Danish Meat Research Institute wins prize

The Danish Meat Research Institute (DMRI) have recently received the Humane Slaughter Award for significant advances that have led to improvements in the humane slaughter of livestock.

Susanne Støier, director at the DMRI said the organisation is 'very honoured' to receive the award. She said, "Our work is characterised by the strong combination of insight in animal behaviour, technical knowledge and close cooperation with the slaughterhouses. DMRI advises the meat industry on how to improve animal welfare by implementing new systems and procedures."

Implementations of results and solutions

Støier continued, "Therefore, the success is not limited to the development of animal friendly systems but also includes the implementation of results and solutions in the meat industry. Good animal welfare is also good business. The equipment developed by DMRI combined with our insight into animal behaviour has not only improved animal welfare but has also significantly improved meat quality, productivity and working conditions."

Humane Slaughter Association

As an independent registered charity, the HSA works to achieve high worldwide standards in food animal welfare at markets, during transport and at slaughter through scientific and technical advances, education and training.

Several developments have led to the HSA award the Danish institute.

1 - Handling principle for small groups of pigs

In the 1990s, DMRI developed and implemented an animal handling principle based on small groups of about 15 pigs that were kept together all the way from loading on the transport vehicle to the stunner. Pigs are social animals and like to stay together in groups. By using this principle, the stress level of the pigs is significantly reduced compared with traditional systems with large groups.

2 - Transport equipment and traceability

Optimised transport equipment including forced ventilation, anti-slipping flooring etc. as recommended by DMRI has made a more gentle animal transportation possible.

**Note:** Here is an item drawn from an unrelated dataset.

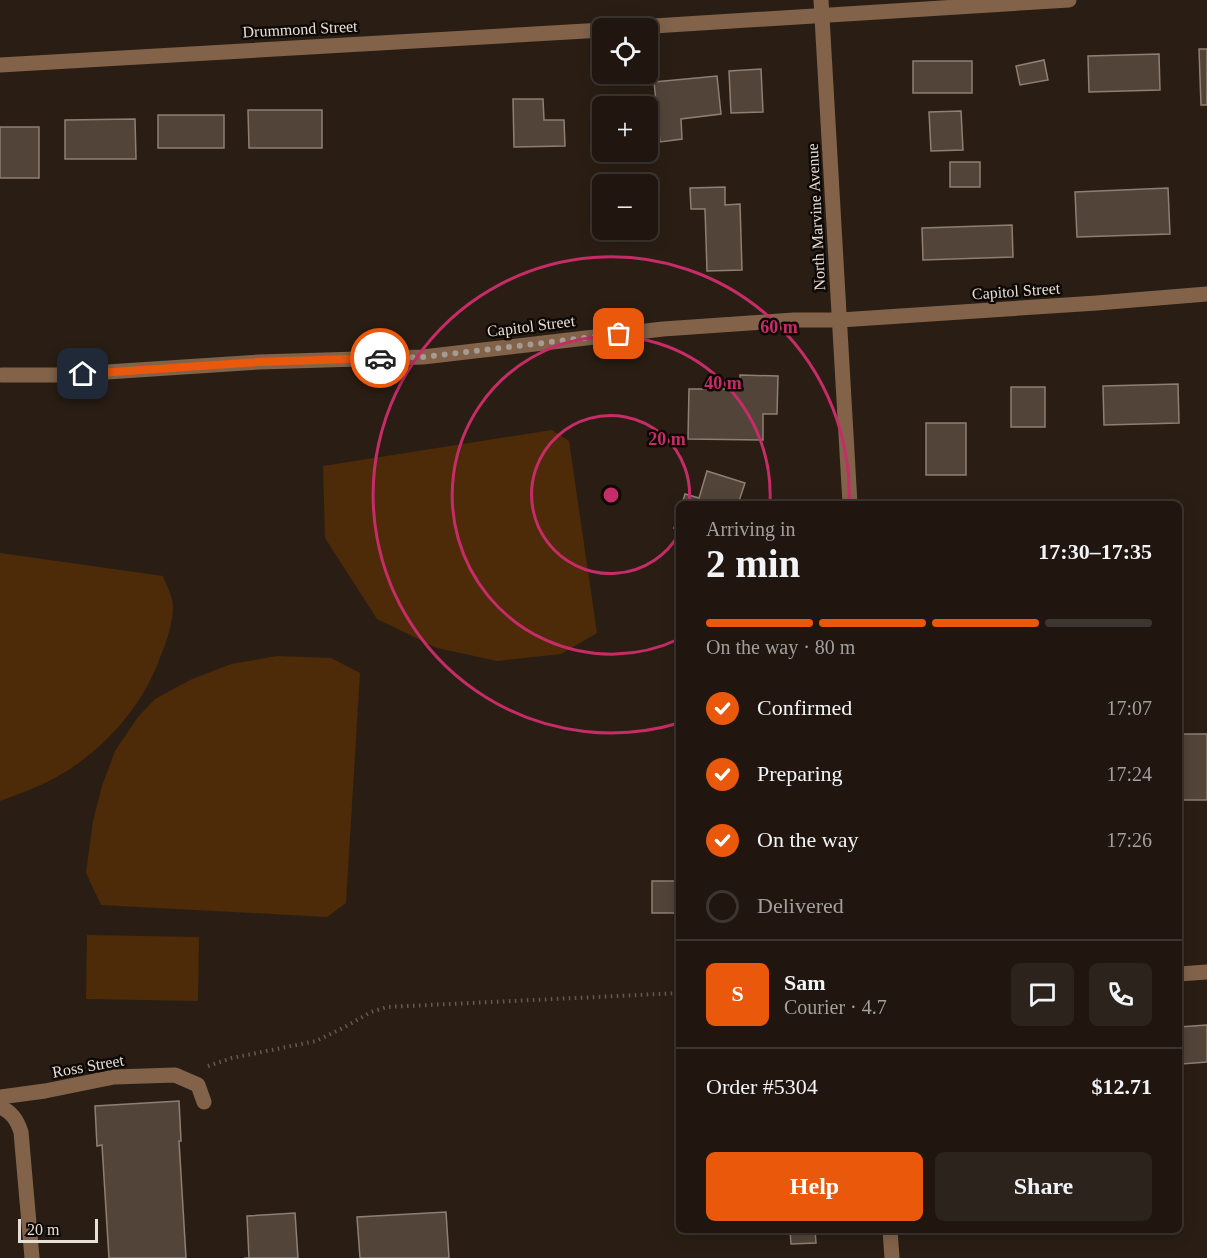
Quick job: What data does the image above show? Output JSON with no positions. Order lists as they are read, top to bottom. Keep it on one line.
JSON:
{"streets":{"street":["Drummond Street","North Marvine Avenue","Capitol Street","Ross Street"]},"crossings":[["North Marvine Avenue","Capitol Street"]],"scale_bar":"20 m","page":{"map_buttons":["+","−"],"heading":["2 min","Arriving in","17:30–17:35"],"panel":["Sam","Courier · 4.7","Order #5304","$12.71"],"bar":"On the way · 80 m","list":[["Confirmed","17:07"],["Preparing","17:24"],["On the way","17:26"],"Delivered"],"round":"S","buttons":["Help","Share"],"scale":"20 m"},"rings":["60 m","40 m","20 m"]}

To complete the group-based principle, the institute developed and implemented a system by which the required traceability can be maintained even though the pigs are unmarked from the farm supplier, thereby making the present tattoo marking methods unnecessary, as they are associated with some level of stress for the pigs.

Traceability is maintained by keeping the pigs in the same intact group from collection at the farm until they are identified using RFID tags on the slaughter line. The system consists of IT solutions combined with slaughterhouse inspection, trained operators and management focus.

3 - CO2 stunning system

DMRI has patented the group-based CO2 stunning system, and today it is installed in many places around the world. Moreover, in order to reduce the use of force, behavioural pattern based nudging has been included in the lairage systems, e.g. having light in front of the animals and a small elevation angle of the floor in order to incite the groups of pigs to move forward. The improvements are remarkable and can be clearly observed acoustically when visiting the lairage areas. Today, the noise is negligible compared with the old systems where hearing protection was necessary.

4 - VisStick system

Another example of a developed and implemented documentation system is the VisStick. Sticking, i.e. killing, of the pig is a manual process, and there is a minor risk that a pig is not stuck properly. To minimise the risk, we have developed a vision system to verify that the pigs are in fact stuck after stunning. The VisStick system has been implemented at most slaughter lines in Denmark and at a number of plants in other Nordic countries.

Director Susanne Støier of Danish Meat Research Institute at the HSA International Symposium in Zagreb, Croatia, July 2015 where she received the 2015 HSA award for significant advances in humane slaughter on behalf of the Institute.